• [EXERCISE INSTRUCTIONS] Review the material line by line. Identify and copy every line that contains the string "Московская".

• [INPUT FOR THIS TASK]
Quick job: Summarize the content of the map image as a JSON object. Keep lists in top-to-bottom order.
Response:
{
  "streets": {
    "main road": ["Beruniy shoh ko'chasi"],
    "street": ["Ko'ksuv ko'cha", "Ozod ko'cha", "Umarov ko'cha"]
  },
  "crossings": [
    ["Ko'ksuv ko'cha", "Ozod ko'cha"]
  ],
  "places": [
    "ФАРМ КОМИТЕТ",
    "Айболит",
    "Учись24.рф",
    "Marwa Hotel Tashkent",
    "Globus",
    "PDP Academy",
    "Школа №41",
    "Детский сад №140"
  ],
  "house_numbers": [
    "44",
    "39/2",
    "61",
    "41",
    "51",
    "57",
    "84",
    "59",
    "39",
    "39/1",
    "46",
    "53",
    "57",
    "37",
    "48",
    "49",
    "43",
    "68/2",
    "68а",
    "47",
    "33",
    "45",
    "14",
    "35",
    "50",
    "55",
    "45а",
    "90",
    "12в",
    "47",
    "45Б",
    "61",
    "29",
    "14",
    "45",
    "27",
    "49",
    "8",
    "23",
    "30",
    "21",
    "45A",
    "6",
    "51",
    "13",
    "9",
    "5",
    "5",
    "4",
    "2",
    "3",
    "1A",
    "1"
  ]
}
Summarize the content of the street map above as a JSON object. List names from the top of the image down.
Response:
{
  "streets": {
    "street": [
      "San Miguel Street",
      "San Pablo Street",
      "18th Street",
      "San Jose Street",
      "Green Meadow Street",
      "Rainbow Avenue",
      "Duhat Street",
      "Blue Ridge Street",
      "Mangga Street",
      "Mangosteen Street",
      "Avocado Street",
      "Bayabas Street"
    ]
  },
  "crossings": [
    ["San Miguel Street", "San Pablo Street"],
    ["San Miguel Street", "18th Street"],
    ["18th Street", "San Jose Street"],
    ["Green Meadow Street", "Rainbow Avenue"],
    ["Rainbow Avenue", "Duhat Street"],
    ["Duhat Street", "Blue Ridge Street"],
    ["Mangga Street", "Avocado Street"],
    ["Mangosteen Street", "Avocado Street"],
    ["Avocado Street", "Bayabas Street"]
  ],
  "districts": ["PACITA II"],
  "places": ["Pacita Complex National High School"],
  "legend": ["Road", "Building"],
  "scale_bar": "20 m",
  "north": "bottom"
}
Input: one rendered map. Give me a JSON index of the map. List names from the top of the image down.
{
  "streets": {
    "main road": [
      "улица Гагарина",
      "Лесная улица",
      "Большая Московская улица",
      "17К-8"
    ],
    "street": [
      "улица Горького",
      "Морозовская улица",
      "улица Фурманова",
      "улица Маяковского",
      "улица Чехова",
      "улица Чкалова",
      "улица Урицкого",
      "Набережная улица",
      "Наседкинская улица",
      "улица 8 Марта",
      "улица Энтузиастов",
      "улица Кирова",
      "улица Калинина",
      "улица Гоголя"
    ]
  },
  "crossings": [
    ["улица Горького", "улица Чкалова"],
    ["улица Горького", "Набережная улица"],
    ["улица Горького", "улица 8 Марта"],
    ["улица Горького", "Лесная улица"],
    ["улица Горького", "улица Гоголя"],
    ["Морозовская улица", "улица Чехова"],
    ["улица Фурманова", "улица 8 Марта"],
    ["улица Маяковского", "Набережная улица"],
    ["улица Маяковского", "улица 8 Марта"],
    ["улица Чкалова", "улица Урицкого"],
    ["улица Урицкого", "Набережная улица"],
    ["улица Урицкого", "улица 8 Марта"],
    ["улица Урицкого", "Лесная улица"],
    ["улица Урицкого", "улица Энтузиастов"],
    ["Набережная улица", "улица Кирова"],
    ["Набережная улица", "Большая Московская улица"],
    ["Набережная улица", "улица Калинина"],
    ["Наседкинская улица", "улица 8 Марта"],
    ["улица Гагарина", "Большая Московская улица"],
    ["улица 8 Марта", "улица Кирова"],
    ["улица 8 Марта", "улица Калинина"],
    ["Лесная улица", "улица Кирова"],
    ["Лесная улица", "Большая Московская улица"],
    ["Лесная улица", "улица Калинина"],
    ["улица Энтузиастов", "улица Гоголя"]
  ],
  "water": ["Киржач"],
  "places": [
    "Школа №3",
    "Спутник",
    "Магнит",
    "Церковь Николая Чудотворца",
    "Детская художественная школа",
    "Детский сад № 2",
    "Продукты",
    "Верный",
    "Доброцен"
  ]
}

• [TASK ANSWER]
      "Большая Московская улица",
    ["Набережная улица", "Большая Московская улица"],
    ["улица Гагарина", "Большая Московская улица"],
    ["Лесная улица", "Большая Московская улица"],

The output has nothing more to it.